Kita ingin menguak ajaran yang melandasi jalan pemikiran yang ditempuhnya. Kini saatnya tugas umat, mengamanatkannya menjadi jati diri tradisi dan budaya di jaman sekarang yang lebih aplikatif agar tidak kebablasan atau terhempas modernisasi.

Karena itu sepantasnya kita mau terus berusaha mengambil tauladan pengabdian Danghyang Nirartha. Sebagaimana melampaui sang naga penjaga di goa bukit Mpulaki (dalam Samadhi mencapai hening). Samadhinya meraih Wahyu mendirikan dan menegakkan Padmasana. Wahyu yang menandakan dirinya telah mantap kepada Brahman, hanya mengabdi dan tunduk pada Maha Kebenaran. Padmasana, baginya adalah titah Candi Palah (inspirasi baginya) untuk mendirikan dan menegakkan kebenaran. Meneruskan historis Silayukti (inspirasi bagi Danghyang Kuturan) yang lebih dahulu membangun peradaban kebenaran kepada semua keturunan. Keturunan yang setia pada Siwa – Budha, yang kini nyata menyinari pulau Dewata.

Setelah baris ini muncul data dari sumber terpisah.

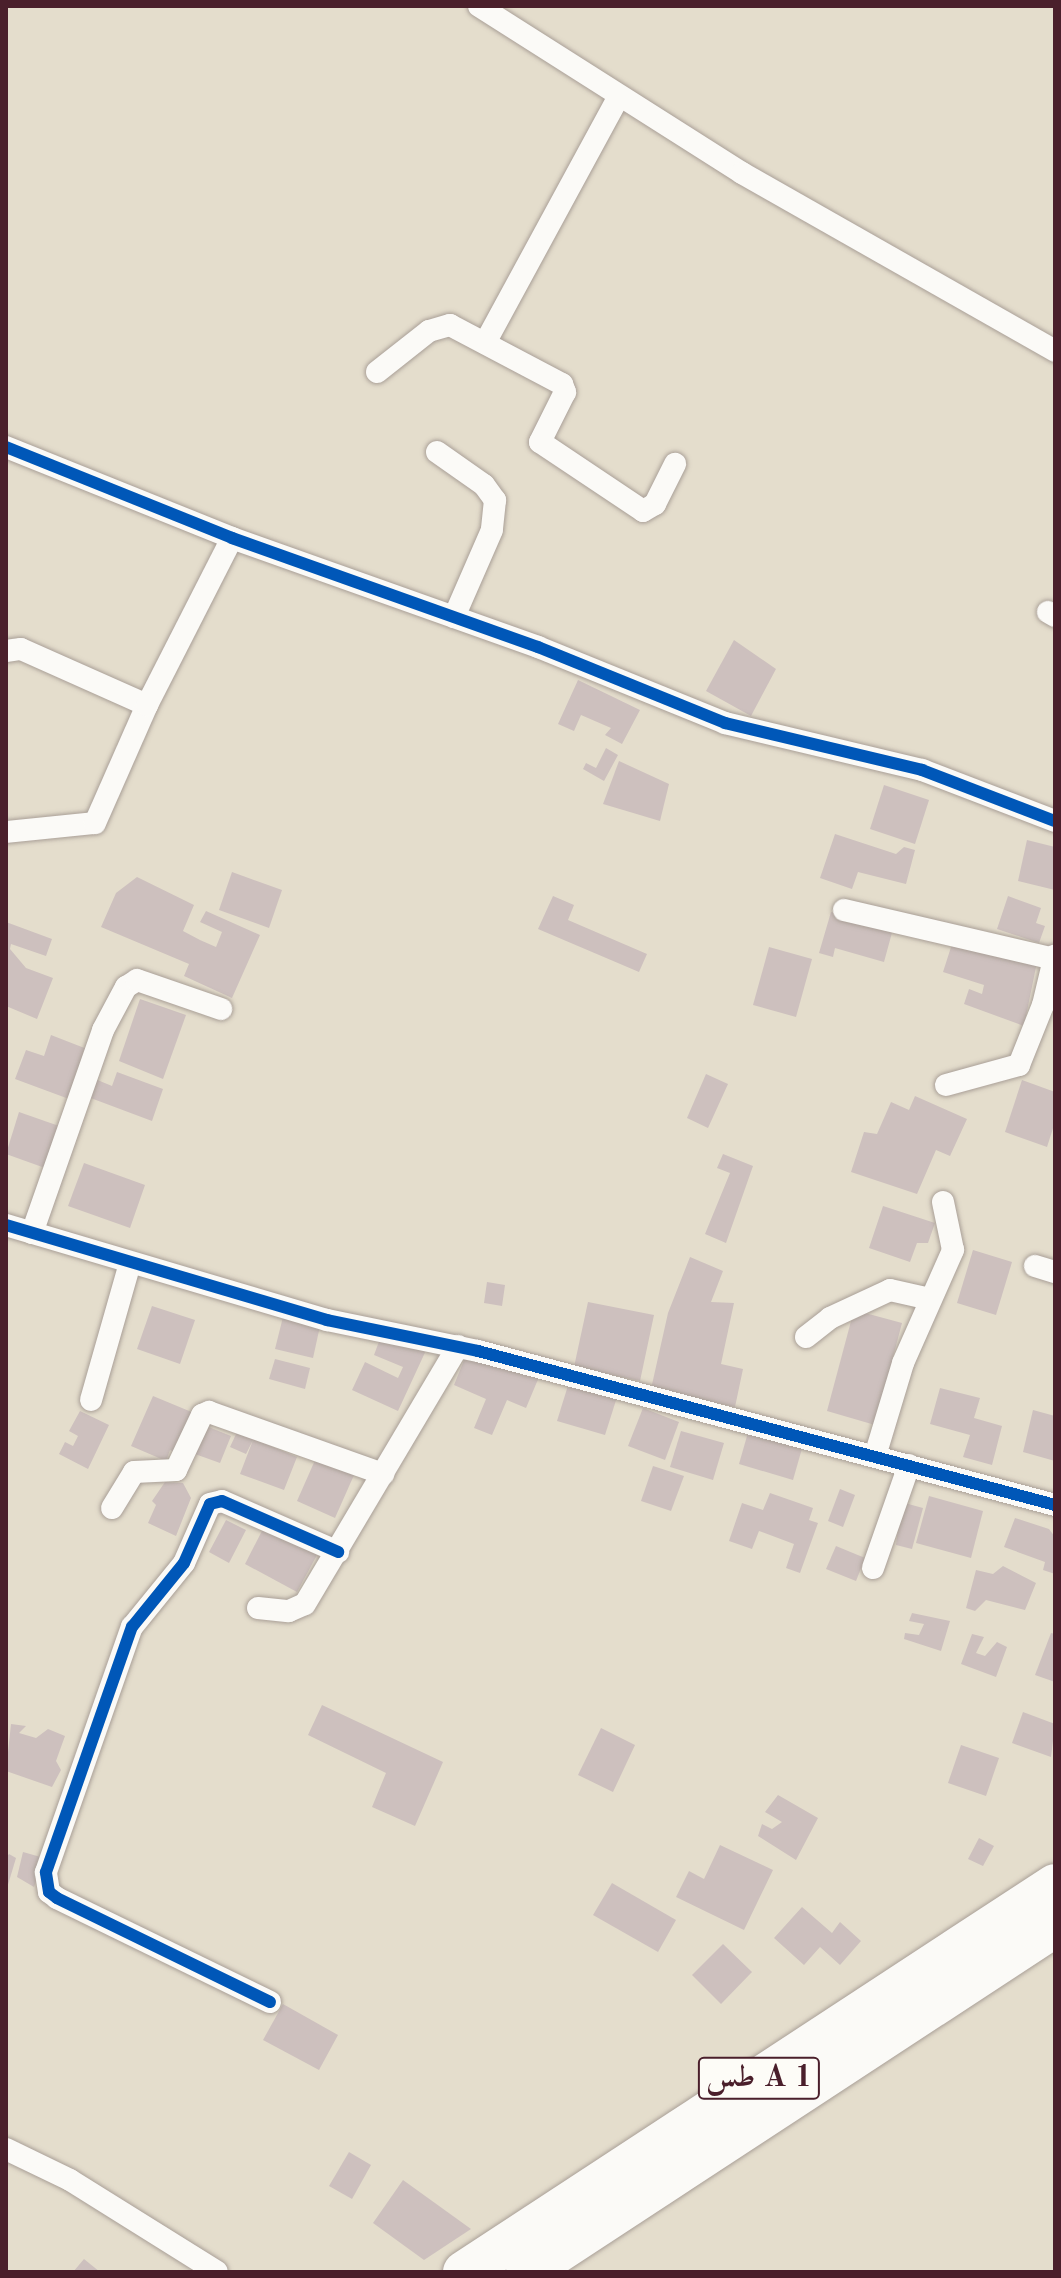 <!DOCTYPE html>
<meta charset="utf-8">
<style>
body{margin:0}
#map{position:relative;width:1061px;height:2278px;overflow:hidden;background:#e4ddcc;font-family:"Old Standard TT",Amiri,serif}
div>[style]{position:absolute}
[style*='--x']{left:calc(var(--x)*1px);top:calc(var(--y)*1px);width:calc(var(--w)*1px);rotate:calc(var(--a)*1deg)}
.building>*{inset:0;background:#cdc0be}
.roads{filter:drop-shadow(0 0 2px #a99f97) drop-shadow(0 0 2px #a99f97)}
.street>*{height:22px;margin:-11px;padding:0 11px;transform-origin:11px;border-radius:11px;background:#fbfaf7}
.highway>*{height:42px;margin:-21px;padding:0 21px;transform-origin:21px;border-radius:21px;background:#fbfaf7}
.cycleway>*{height:12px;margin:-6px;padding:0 6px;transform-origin:6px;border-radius:6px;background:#0057b8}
span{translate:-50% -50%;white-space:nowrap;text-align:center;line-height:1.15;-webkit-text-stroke:6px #fdfcf7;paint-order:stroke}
.shield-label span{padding:2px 6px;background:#fdfcf7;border:2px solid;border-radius:6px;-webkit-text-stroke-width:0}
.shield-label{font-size:30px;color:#4a1f2b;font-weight:700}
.frame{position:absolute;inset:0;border:8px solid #4a1f2b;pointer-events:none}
</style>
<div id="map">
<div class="building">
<i style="clip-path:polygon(734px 640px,776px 669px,751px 716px,706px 691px)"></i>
<i style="clip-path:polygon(578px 680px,640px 710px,622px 744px,605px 735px,611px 728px,581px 715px,574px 731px,558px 724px)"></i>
<i style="clip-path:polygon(606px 748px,618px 755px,604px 781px,583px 769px,586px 763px,596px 768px)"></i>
<i style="clip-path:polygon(619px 761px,669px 784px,660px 821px,603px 804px)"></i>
<i style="clip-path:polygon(884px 785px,929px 800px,915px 844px,870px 829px)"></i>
<i style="clip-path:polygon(835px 834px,896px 854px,904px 847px,915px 850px,906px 884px,858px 872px,852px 889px,820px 878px)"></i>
<i style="clip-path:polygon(1027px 840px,1055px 847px,1055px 890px,1018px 881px)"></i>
<i style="clip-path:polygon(232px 872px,282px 890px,269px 928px,219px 910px)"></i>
<i style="clip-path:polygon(137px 877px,194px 905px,183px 931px,200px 940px,216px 947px,222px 932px,200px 922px,206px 911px,260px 935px,232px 998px,184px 976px,189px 964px,101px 927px,116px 893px)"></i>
<i style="clip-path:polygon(553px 896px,574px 905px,568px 920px,647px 954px,639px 972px,538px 929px)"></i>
<i style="clip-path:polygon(1008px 896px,1041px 908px,1036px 923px,1045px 926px,1039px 943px,997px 929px)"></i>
<i style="clip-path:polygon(831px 912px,893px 929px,884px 962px,835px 948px,833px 957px,819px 953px)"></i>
<i style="clip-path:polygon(6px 922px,52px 939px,46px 956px,11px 944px,10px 949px,26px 968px,53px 978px,37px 1019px,6px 1006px)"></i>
<i style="clip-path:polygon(952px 944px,1037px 962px,1024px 1026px,964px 1004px,969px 989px,982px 994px,984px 985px,943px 972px)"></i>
<i style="clip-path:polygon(769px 947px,812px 959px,796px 1017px,753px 1005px)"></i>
<i style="clip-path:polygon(140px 999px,186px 1015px,163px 1079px,119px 1061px)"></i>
<i style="clip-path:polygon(51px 1035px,87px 1049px,69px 1099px,15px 1079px,26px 1050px,44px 1056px)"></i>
<i style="clip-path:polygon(117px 1072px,163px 1089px,152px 1121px,88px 1097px,95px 1079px,112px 1086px)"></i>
<i style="clip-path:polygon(706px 1074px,728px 1084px,708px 1128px,687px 1118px)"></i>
<i style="clip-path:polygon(1022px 1080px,1055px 1092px,1055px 1122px,1047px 1147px,1005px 1132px)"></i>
<i style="clip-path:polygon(915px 1096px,967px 1119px,950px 1156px,936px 1150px,917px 1194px,851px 1172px,864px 1132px,877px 1134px,891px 1102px,909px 1110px)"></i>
<i style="clip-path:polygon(19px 1112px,59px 1126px,45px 1168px,6px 1154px)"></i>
<i style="clip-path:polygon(723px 1154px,753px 1166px,726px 1243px,705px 1234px,730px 1173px,717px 1168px)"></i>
<i style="clip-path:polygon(84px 1163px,145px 1185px,130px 1228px,68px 1206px)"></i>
<i style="clip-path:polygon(883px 1206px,935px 1223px,928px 1243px,917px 1243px,910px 1262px,869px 1248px)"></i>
<i style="clip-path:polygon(973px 1250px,1012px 1262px,996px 1315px,957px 1303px)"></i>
<i style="clip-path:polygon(690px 1257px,723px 1271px,711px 1302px,734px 1303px,721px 1364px,743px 1369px,735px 1407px,651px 1389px,668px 1313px)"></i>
<i style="clip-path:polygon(487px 1282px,505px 1285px,502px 1306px,484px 1303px)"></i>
<i style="clip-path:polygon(588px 1302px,654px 1315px,640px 1381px,574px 1367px)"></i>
<i style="clip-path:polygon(152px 1306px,195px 1320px,180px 1364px,137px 1349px)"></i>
<i style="clip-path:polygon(854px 1310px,902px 1323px,875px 1425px,827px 1411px)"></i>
<i style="clip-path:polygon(283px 1317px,320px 1326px,313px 1358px,275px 1349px)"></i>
<i style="clip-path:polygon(384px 1328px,428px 1346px,398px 1411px,352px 1390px,365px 1362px,398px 1378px,403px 1367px,374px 1355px)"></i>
<i style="clip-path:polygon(469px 1348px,539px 1377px,526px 1408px,507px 1400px,492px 1435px,474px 1428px,486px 1399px,454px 1385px)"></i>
<i style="clip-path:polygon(275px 1359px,310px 1368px,305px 1389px,269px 1379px)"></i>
<i style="clip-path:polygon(570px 1379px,618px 1394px,605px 1435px,557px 1421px)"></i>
<i style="clip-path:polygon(940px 1388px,980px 1398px,974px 1418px,1002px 1426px,992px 1465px,963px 1457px,970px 1435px,930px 1424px)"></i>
<i style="clip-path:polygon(153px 1396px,194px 1413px,177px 1453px,170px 1450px,166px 1461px,131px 1446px)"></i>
<i style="clip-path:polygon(643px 1408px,679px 1422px,665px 1460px,628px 1446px)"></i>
<i style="clip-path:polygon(1033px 1410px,1055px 1416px,1055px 1461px,1023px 1452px)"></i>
<i style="clip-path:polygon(80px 1411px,109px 1425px,88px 1469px,59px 1454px,65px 1442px,73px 1446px,78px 1436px,69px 1431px)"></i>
<i style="clip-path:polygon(751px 1422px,805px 1438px,793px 1480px,739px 1464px)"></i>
<i style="clip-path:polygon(206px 1426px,231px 1436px,220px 1463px,195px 1454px)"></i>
<i style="clip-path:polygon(681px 1431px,724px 1443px,713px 1480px,670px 1467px)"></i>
<i style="clip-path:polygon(237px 1432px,297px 1457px,284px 1490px,240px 1474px,253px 1440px,246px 1454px,230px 1447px)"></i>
<i style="clip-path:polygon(316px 1458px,354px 1475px,335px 1518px,297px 1501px)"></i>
<i style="clip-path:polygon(653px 1466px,684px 1476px,671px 1511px,641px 1501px)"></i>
<i style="clip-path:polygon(165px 1482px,183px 1483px,191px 1498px,176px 1536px,148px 1523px,156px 1505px,152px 1501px)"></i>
<i style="clip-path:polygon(840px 1489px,855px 1495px,843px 1527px,828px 1521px)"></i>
<i style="clip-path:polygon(770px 1493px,813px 1508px,809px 1520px,818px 1523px,800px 1573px,786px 1568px,794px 1544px,759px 1531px,752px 1549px,729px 1541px,742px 1503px,763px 1510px)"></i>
<i style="clip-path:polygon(929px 1496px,983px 1511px,971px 1558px,916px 1543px)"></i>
<i style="clip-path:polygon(901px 1502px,923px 1508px,912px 1549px,896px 1545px)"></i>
<i style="clip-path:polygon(1015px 1518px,1049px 1529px,1055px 1537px,1055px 1574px,1043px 1570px,1045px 1562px,1004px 1547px)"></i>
<i style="clip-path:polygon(226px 1520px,246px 1530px,229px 1563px,209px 1552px)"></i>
<i style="clip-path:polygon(264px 1527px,317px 1555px,297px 1592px,245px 1564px)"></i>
<i style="clip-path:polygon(836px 1546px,865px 1558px,856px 1581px,826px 1569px)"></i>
<i style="clip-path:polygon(1003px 1566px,1036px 1583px,1025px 1610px,986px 1600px,975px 1611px,966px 1608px,976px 1570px,993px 1574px)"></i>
<i style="clip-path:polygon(912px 1613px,950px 1621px,941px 1651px,904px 1639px,905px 1633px,919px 1635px,924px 1624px,909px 1621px)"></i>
<i style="clip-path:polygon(1051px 1633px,1055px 1634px,1055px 1682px,1035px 1675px)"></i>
<i style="clip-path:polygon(972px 1634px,984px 1637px,976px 1653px,985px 1656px,997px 1642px,1007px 1647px,996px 1677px,961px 1664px)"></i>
<i style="clip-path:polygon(322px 1705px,443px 1762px,415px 1826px,372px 1807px,386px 1773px,308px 1735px)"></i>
<i style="clip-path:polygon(1023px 1712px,1055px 1724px,1051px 1757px,1012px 1743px)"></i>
<i style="clip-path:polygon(11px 1724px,26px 1726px,19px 1733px,36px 1738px,48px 1729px,65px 1736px,56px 1761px,61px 1770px,52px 1787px,6px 1771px)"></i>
<i style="clip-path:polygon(601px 1728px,635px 1745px,613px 1792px,578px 1775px)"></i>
<i style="clip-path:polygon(961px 1745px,999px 1758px,986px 1796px,948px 1783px)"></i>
<i style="clip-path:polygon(778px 1795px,818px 1818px,796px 1860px,758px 1836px,762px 1824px,772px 1829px,782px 1822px,765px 1812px)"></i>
<i style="clip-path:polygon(979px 1838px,994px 1846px,983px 1866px,968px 1859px)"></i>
<i style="clip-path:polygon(720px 1845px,773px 1870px,744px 1930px,676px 1897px,689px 1871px,704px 1879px)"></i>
<i style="clip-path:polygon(23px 1852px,44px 1858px,34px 1887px,17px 1877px)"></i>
<i style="clip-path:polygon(9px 1854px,16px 1858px,7px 1888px,6px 1858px)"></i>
<i style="clip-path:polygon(612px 1883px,676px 1920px,658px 1952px,593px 1915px)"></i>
<i style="clip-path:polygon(802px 1907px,832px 1933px,840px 1922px,861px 1941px,840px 1965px,820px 1947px,804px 1965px,774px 1938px)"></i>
<i style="clip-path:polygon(723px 1944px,752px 1972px,721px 2004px,692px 1975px)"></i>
<i style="clip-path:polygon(283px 2004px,338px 2035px,319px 2070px,263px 2040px)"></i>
<i style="clip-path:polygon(349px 2152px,371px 2165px,352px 2199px,329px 2186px)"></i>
<i style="clip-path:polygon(403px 2180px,471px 2229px,424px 2260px,373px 2223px)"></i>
<i style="clip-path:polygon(84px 2259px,100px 2272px,73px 2272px)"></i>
</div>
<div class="roads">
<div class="street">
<i style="--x:479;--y:6;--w:312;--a:32.4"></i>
<i style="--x:742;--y:173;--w:360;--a:29.6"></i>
<i style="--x:485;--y:343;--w:281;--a:-61.5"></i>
<i style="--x:377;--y:372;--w:66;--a:-38.3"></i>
<i style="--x:429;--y:331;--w:22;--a:-16"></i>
<i style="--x:450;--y:325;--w:127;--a:27.8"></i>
<i style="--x:562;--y:384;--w:9;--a:69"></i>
<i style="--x:565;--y:392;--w:56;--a:116.6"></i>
<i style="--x:540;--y:442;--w:124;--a:33.8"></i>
<i style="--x:643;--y:511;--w:14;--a:-30"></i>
<i style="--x:655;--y:504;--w:45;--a:-63.4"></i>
<i style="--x:6;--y:447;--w:244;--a:21.9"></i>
<i style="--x:232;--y:538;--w:325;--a:19.6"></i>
<i style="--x:538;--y:647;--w:202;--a:22.1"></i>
<i style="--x:725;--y:723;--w:203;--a:13.4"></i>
<i style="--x:922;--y:770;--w:142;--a:21"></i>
<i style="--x:437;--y:452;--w:57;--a:35.1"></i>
<i style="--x:484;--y:485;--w:19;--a:54"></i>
<i style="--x:495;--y:500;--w:30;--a:96"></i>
<i style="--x:492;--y:530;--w:95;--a:113.6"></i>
<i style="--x:1048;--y:612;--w:8;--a:30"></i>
<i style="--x:6;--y:651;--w:15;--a:-8"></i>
<i style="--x:21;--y:649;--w:138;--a:24"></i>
<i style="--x:6;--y:832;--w:89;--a:-5.8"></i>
<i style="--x:95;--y:823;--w:129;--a:-66.2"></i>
<i style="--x:147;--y:705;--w:187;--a:-63"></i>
<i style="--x:844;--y:910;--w:216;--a:13.1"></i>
<i style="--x:946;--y:1085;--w:76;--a:-15.3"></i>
<i style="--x:1019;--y:1065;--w:65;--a:-68.2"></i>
<i style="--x:1043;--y:1005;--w:51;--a:-76.5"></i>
<i style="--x:6;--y:1225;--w:335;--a:16.5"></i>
<i style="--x:327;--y:1320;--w:154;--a:11.6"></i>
<i style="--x:478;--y:1351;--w:597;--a:14.94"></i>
<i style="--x:32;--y:1233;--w:215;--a:-70.7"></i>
<i style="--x:103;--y:1030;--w:49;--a:-61.9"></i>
<i style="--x:126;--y:987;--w:13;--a:-32"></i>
<i style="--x:137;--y:980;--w:89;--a:19"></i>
<i style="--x:1035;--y:1266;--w:21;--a:17"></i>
<i style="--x:806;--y:1337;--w:31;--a:-38"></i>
<i style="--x:830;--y:1318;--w:66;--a:-25"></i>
<i style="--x:890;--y:1290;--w:41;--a:12.7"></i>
<i style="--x:91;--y:1400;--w:142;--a:-74.1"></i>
<i style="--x:875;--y:1456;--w:97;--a:-73.2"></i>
<i style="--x:903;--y:1363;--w:124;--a:-66.1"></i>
<i style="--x:953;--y:1250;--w:49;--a:-101.8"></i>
<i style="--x:112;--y:1508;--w:42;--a:-58.6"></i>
<i style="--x:134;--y:1472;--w:42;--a:-2.7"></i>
<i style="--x:176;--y:1470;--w:61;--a:-64.7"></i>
<i style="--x:202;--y:1415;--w:8;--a:-23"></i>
<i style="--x:209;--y:1412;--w:185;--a:19.6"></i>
<i style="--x:873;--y:1568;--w:109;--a:-70.7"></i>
<i style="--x:258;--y:1608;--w:31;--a:6"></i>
<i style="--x:289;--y:1611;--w:17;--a:-24"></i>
<i style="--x:305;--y:1604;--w:300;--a:-59.3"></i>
<i style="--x:270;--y:2002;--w:237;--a:-154"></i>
<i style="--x:57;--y:1898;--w:10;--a:-143"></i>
<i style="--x:49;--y:1892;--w:20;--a:-99"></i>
<i style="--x:46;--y:1872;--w:260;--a:-70.7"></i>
<i style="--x:132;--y:1627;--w:82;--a:-50.9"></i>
<i style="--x:184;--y:1563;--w:64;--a:-66.2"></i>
<i style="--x:210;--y:1504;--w:12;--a:-14"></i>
<i style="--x:222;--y:1501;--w:127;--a:23.7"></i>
<i style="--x:6;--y:2149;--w:71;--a:25.8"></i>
<i style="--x:70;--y:2180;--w:173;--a:32"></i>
</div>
<div class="highway">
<i style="--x:464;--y:2272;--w:706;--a:-33.22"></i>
<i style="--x:527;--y:2272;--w:631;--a:-33.24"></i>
</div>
</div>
<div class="cycleway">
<i style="--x:6;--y:447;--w:244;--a:21.9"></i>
<i style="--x:232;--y:538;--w:325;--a:19.6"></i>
<i style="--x:538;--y:647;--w:202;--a:22.1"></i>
<i style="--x:725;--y:723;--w:203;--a:13.4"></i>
<i style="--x:922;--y:770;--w:142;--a:21"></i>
<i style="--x:6;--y:1225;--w:335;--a:16.5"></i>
<i style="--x:327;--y:1320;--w:154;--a:11.6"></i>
<i style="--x:478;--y:1351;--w:597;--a:14.94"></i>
<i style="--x:270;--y:2002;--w:237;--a:-154"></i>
<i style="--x:57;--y:1898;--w:10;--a:-143"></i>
<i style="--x:49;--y:1892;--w:20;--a:-99"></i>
<i style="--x:46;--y:1872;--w:260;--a:-70.7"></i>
<i style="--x:132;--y:1627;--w:82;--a:-50.9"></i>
<i style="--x:184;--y:1563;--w:64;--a:-66.2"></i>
<i style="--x:210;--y:1504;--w:12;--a:-14"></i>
<i style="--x:222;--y:1501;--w:127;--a:23.7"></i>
</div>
<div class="shield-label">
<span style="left:759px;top:2078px">طس A 1</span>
</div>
<div class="frame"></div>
</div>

Kita merindukan sosok Danghyang Nirartha dijaman sekarang, yang patut dipuji mempraktikkan pengabdiannya dengan membaur diantara manusia biasa tanpa memandang Warna atau Kasta, apalagi kaya atau miskin, Universalis dalam perbedaan agama. Tidak terpengaruh politik dan kekuasaan. Bertanggung jawab untuk pendidikan umat dan generasi mudanya dengan tidak menutup sebelah mata terhadap berbagai penyimpangan di pura (kita sudah teramat tahu dengan penyimpangan yang terjadi sekarang).